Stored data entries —
━━━━━━
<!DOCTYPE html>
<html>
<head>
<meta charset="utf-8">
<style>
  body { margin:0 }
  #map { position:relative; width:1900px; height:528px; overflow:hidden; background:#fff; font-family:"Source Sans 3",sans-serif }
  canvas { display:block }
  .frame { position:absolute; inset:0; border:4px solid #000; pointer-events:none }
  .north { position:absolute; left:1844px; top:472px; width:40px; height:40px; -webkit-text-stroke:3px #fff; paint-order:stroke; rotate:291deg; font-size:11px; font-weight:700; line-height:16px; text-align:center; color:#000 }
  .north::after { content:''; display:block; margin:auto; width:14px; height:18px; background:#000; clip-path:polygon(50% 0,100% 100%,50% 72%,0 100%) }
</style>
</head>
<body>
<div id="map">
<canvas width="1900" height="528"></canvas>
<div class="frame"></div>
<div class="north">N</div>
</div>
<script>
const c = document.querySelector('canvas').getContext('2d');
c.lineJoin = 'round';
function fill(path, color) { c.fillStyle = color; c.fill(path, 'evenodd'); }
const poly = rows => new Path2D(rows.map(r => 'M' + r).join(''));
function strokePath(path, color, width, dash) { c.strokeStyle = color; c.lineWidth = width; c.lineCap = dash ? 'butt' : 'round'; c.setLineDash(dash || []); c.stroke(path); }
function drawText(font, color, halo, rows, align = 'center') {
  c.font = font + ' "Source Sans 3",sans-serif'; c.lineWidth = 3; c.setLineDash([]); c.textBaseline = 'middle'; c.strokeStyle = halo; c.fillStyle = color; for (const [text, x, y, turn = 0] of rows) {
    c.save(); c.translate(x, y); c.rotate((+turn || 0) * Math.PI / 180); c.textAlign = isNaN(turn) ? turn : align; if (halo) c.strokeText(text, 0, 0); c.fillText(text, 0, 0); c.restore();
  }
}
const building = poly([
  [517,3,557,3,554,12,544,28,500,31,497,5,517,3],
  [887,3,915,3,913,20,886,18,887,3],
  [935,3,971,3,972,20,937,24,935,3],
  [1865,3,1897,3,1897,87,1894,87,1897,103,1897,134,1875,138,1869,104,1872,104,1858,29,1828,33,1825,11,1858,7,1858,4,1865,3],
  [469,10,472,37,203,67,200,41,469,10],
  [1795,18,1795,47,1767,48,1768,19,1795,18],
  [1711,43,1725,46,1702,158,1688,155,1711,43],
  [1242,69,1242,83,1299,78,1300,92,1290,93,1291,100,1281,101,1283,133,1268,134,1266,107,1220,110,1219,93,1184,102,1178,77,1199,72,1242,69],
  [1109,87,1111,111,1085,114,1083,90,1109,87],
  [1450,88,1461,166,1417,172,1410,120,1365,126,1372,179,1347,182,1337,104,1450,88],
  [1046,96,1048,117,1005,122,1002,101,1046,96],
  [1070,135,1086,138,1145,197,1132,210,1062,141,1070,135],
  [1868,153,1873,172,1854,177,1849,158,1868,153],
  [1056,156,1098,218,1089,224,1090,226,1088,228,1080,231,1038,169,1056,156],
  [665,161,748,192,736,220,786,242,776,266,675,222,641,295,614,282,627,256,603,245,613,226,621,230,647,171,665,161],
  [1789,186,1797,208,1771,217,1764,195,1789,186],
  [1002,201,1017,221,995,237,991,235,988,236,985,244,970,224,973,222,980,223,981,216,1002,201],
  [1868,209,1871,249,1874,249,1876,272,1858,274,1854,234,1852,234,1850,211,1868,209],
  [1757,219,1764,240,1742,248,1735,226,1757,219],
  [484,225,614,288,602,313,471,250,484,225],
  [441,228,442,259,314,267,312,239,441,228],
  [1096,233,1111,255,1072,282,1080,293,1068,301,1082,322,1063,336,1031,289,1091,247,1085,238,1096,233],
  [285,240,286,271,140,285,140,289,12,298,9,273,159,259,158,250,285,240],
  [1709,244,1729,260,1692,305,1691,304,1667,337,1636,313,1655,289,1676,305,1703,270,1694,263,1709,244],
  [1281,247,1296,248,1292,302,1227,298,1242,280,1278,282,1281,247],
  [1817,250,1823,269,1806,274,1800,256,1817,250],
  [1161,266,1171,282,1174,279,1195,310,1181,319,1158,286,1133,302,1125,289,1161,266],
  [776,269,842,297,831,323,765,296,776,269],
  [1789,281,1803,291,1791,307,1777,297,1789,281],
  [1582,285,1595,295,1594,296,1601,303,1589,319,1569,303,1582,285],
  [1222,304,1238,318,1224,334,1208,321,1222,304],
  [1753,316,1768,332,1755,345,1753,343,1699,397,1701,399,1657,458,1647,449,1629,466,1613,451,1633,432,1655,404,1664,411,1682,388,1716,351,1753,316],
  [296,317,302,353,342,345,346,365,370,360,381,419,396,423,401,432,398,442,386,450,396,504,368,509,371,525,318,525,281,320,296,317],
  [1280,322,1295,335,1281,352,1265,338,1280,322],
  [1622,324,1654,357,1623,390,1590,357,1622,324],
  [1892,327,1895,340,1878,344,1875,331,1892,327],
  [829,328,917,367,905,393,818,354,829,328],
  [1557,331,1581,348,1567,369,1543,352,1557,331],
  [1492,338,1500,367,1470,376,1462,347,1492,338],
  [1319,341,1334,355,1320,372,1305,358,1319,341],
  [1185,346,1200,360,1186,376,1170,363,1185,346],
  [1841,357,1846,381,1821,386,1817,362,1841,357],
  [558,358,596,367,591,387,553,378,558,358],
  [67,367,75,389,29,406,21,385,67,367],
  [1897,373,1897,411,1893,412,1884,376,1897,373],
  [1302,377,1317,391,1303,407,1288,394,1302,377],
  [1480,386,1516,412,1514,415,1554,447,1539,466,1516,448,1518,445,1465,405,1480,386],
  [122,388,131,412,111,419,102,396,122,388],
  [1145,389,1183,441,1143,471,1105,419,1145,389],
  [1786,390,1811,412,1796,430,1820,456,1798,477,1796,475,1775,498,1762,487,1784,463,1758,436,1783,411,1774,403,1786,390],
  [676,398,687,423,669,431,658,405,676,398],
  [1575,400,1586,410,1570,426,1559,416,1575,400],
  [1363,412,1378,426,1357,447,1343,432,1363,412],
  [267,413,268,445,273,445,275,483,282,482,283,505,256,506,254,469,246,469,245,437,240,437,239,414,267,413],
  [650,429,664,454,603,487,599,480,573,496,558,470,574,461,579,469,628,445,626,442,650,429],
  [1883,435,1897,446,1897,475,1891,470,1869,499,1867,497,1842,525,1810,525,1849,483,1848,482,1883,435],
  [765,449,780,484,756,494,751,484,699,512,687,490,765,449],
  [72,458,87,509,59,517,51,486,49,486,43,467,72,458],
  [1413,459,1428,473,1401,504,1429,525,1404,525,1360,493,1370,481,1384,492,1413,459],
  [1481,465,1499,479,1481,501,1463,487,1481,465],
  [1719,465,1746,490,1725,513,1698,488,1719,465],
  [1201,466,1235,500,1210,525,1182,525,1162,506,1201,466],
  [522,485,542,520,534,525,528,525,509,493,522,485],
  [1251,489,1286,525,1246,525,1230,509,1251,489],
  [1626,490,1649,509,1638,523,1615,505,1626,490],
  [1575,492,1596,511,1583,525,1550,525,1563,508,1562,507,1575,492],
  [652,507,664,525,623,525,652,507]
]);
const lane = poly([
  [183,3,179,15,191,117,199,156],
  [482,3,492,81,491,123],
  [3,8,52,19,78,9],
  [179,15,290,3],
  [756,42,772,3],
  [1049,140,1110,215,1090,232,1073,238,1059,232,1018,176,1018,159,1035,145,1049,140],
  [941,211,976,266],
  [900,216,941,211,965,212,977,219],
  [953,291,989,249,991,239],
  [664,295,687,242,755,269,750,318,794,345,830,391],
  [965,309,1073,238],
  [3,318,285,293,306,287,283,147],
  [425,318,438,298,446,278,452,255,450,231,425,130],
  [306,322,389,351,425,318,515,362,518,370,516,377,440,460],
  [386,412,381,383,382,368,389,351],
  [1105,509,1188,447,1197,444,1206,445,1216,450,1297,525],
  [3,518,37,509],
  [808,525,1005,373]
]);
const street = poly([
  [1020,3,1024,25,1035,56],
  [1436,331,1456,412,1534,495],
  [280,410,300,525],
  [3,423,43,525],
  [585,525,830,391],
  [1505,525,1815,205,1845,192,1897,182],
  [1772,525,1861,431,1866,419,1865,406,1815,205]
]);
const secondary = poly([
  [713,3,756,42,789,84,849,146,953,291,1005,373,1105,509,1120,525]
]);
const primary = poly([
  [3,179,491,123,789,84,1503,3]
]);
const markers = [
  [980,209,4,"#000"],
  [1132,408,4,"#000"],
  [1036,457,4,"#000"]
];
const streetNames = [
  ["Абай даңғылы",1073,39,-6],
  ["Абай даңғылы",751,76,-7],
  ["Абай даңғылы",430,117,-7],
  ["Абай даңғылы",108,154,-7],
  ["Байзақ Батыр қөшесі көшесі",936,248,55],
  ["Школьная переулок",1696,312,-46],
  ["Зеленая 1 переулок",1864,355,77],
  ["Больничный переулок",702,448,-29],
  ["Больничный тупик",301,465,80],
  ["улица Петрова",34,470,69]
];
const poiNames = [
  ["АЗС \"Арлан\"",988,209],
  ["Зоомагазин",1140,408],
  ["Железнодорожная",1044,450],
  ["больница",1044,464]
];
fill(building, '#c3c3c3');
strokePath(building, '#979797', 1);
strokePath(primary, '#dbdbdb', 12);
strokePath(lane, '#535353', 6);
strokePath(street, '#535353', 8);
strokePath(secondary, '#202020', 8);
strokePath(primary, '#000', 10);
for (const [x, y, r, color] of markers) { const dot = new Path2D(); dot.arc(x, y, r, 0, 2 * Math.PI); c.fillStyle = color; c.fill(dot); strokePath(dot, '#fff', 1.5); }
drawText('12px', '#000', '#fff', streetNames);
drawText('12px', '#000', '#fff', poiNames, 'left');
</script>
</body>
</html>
━━━━━━
Please give again the lines above between the line holding "c.lineJoin = 'round';" and the line holding "function strokePath(path, color, width, dash)", inclusive, exactly as they are and with nothing added.

Task response —
c.lineJoin = 'round';
function fill(path, color) { c.fillStyle = color; c.fill(path, 'evenodd'); }
const poly = rows => new Path2D(rows.map(r => 'M' + r).join(''));
function strokePath(path, color, width, dash) { c.strokeStyle = color; c.lineWidth = width; c.lineCap = dash ? 'butt' : 'round'; c.setLineDash(dash || []); c.stroke(path); }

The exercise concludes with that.